The resolution—sponsored by Senator Nick Foti, co-sponsored by Senators Gabriella Lipschitz, Andria Rabenold, Joshua Pachter, and Leif Johansen, and based on a vetoed version by former Senator Mira Bodek—charges SA Government to host a yearly town hall with the administration about its tuition increases.

It also calls on SA to record and distribute information from the events within two weeks.

The administration has said it is committed to transparency about its tuition bumps, which to the average student seem without any visible benefit, but it has done little to show students why their bills are rising. When prices go up, as they do every year, UR should at least have the courtesy to tell us why with a straight face.
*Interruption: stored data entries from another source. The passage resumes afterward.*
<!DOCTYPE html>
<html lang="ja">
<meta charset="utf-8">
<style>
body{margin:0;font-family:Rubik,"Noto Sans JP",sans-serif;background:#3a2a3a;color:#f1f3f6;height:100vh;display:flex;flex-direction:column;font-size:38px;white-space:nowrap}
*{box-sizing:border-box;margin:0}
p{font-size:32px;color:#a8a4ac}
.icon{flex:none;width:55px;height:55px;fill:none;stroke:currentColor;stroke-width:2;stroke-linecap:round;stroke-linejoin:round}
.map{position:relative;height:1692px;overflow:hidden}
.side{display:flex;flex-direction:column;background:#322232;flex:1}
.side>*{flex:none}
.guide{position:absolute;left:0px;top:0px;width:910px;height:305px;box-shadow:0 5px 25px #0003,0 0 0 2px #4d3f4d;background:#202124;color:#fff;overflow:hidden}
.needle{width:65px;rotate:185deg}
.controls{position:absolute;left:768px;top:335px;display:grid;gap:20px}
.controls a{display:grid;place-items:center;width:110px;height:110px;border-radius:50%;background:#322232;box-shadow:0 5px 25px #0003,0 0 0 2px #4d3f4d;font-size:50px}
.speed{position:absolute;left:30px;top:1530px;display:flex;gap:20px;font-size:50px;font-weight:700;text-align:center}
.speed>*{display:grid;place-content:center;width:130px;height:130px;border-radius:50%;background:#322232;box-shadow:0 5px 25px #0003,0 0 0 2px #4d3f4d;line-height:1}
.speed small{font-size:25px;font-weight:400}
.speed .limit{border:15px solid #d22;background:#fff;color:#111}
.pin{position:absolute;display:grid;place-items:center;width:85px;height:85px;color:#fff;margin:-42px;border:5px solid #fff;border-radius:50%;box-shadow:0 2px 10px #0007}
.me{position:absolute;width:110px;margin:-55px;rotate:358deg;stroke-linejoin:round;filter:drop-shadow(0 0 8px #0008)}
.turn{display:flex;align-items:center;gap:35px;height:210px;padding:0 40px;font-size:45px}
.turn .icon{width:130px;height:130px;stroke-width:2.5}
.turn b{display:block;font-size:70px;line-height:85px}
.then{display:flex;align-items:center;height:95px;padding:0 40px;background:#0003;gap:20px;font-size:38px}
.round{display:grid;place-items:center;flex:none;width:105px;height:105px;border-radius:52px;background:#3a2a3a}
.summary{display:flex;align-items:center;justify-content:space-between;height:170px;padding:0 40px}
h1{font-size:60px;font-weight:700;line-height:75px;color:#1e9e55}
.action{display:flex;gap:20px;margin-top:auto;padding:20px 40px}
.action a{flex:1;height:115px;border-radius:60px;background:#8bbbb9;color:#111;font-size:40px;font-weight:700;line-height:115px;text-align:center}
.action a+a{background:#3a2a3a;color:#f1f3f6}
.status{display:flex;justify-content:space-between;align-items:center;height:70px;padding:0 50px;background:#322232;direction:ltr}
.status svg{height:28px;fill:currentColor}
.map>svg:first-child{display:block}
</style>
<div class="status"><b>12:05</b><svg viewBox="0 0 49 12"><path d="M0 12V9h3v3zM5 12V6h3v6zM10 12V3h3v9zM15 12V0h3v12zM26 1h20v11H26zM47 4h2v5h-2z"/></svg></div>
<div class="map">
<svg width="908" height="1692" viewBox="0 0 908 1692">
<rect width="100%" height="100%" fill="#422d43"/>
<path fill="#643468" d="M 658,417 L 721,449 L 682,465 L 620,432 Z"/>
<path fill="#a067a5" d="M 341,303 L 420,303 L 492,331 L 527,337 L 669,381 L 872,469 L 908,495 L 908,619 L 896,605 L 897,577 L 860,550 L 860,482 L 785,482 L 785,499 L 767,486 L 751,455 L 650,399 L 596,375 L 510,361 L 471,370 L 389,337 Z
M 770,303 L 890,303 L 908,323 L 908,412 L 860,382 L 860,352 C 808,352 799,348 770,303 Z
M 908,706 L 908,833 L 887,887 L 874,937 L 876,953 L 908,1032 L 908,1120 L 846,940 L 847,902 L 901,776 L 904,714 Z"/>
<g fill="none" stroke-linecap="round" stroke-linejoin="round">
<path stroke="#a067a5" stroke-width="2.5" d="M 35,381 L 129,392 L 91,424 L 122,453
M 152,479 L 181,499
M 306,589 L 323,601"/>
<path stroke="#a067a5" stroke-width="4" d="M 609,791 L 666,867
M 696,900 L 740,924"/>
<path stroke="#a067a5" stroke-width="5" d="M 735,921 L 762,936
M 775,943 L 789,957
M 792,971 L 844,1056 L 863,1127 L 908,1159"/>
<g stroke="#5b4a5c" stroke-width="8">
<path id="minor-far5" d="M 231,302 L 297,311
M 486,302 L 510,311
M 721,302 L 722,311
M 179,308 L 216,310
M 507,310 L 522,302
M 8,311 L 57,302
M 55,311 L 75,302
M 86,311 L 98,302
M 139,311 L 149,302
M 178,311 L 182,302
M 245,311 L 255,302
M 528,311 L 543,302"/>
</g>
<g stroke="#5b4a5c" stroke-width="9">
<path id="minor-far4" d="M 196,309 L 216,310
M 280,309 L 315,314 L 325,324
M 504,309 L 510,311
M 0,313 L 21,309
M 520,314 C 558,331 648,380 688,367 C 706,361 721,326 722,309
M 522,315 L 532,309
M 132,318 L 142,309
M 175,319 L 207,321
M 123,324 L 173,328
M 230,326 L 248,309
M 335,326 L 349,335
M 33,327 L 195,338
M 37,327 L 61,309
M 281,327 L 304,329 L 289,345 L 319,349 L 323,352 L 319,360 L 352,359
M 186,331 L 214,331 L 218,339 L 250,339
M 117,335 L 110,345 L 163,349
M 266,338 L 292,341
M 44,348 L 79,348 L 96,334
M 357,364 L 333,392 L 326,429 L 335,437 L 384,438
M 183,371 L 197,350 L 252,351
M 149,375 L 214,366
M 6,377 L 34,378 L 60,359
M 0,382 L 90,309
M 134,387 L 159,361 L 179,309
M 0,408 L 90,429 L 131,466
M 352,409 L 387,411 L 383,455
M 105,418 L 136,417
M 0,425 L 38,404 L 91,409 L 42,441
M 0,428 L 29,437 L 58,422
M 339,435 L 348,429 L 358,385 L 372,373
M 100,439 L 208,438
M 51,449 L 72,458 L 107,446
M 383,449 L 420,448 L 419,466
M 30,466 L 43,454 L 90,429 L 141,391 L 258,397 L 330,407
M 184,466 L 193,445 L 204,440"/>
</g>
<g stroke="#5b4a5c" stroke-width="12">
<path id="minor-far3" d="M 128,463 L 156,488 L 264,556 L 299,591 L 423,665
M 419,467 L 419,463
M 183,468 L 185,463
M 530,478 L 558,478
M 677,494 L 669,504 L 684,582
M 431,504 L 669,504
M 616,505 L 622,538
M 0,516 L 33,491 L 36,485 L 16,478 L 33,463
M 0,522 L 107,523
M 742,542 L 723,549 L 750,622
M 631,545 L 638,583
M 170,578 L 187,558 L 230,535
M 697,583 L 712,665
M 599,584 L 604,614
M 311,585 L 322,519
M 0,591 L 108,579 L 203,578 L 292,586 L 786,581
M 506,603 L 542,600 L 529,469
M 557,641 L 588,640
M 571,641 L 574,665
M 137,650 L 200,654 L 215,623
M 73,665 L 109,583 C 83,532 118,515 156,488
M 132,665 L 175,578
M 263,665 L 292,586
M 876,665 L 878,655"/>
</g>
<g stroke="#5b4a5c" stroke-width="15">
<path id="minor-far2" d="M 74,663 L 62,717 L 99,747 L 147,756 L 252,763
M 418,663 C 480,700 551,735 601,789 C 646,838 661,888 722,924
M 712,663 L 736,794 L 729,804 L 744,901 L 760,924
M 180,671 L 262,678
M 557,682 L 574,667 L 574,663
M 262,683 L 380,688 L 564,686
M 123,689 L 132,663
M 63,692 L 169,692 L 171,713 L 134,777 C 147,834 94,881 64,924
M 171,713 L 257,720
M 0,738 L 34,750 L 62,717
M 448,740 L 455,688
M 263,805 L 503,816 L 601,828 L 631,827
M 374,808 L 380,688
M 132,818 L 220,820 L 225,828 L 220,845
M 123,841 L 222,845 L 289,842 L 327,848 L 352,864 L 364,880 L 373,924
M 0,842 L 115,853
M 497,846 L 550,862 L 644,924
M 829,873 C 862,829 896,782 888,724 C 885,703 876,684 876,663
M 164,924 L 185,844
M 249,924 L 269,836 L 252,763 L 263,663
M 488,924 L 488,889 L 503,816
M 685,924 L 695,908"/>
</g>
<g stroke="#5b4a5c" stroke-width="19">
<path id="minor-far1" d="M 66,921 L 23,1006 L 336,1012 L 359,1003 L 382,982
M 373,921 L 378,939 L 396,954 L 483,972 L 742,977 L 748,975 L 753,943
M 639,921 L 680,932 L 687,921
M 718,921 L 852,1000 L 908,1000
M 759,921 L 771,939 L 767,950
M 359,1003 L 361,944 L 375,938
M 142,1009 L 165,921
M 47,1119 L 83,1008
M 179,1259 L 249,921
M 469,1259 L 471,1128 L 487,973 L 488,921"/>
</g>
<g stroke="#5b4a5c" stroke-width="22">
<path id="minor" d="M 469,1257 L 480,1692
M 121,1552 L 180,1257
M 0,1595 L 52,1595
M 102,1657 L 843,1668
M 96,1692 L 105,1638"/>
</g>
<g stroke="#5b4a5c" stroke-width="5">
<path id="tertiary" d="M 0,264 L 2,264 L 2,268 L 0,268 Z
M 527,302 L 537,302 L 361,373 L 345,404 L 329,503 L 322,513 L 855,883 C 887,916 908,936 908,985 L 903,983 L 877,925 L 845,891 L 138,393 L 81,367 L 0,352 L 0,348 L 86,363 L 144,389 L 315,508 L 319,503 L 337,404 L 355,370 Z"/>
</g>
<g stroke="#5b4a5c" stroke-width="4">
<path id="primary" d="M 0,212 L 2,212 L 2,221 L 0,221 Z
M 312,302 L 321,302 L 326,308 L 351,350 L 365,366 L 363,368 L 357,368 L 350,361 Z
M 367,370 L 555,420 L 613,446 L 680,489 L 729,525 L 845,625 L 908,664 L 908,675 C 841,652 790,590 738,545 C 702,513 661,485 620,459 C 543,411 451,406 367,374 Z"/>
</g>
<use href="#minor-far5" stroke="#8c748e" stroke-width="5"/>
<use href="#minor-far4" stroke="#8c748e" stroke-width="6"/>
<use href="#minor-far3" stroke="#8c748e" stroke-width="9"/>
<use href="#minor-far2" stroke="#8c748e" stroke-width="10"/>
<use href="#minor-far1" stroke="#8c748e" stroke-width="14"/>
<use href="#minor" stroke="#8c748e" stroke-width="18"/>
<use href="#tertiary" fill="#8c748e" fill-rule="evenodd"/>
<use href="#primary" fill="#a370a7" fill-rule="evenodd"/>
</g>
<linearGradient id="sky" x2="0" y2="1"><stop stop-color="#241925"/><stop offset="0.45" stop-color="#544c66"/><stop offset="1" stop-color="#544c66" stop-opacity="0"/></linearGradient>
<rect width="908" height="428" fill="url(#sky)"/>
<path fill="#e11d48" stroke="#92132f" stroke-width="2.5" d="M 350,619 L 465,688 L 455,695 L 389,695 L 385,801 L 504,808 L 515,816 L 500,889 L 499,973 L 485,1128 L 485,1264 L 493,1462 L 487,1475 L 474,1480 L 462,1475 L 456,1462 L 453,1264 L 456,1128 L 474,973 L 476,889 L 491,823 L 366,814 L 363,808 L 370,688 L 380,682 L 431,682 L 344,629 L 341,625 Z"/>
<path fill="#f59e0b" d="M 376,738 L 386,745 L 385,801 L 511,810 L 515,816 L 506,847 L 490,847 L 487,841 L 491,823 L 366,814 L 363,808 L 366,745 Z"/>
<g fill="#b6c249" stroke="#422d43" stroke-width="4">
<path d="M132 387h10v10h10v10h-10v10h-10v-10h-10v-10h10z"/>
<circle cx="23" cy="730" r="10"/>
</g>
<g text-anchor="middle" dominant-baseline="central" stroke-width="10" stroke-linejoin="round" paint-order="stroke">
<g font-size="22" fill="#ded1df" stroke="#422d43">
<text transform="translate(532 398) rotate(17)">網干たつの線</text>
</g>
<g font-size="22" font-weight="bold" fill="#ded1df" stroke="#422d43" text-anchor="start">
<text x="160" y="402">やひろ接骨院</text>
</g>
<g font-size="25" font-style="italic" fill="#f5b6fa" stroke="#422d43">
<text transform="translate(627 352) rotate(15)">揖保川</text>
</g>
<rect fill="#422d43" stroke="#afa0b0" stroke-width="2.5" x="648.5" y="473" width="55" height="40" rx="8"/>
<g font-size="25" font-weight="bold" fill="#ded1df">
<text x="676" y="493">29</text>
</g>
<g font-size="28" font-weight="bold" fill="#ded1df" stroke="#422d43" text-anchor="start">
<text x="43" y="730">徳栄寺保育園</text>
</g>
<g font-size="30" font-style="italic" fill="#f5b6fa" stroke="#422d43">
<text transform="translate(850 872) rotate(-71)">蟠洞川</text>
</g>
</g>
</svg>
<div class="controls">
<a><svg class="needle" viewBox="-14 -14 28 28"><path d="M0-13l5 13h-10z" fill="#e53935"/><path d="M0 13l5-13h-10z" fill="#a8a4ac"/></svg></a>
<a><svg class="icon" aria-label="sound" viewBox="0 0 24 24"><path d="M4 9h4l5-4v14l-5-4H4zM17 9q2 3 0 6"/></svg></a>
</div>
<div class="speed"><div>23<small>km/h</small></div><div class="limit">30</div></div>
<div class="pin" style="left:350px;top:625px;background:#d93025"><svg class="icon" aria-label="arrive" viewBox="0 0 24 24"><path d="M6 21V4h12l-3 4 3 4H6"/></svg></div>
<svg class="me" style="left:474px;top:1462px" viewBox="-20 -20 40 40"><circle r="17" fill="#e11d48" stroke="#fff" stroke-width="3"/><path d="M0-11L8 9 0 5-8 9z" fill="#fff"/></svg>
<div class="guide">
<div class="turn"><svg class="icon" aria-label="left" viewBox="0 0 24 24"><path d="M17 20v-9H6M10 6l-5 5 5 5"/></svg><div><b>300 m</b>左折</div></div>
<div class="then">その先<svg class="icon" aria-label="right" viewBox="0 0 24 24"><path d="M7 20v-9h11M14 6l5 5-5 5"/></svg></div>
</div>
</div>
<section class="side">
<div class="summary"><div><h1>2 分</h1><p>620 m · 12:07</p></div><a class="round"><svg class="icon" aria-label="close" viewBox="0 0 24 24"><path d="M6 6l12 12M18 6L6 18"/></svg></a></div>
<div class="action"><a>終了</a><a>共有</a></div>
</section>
The senators’ proposal, while mostly skin-deep, is an admirable attempt to see that happen, one that should be appreciated by all those frustrated with UR’s lip-service and tap-dancing. It suggests Senate can see beyond its bubble when it wants, too.

Senate should vote for it, and the executive branch should take it up.

If UR wants to improve its reputation among students—and on this topic it does not have a good one—it should both support the resolution, which was unfortunately tabled at last week’s Senate meeting, and work vigorously to implement it.

This school can probably pay the price of that bad rep, of shying away from such work. Students will continue to apply, enough will be willing to shoulder the price, and if international scholars (who receive no need-based aid) keep coming here, this school will not suffer financially from its endless markups and skirted questions.

But can administrators live with the human costs of that inaction?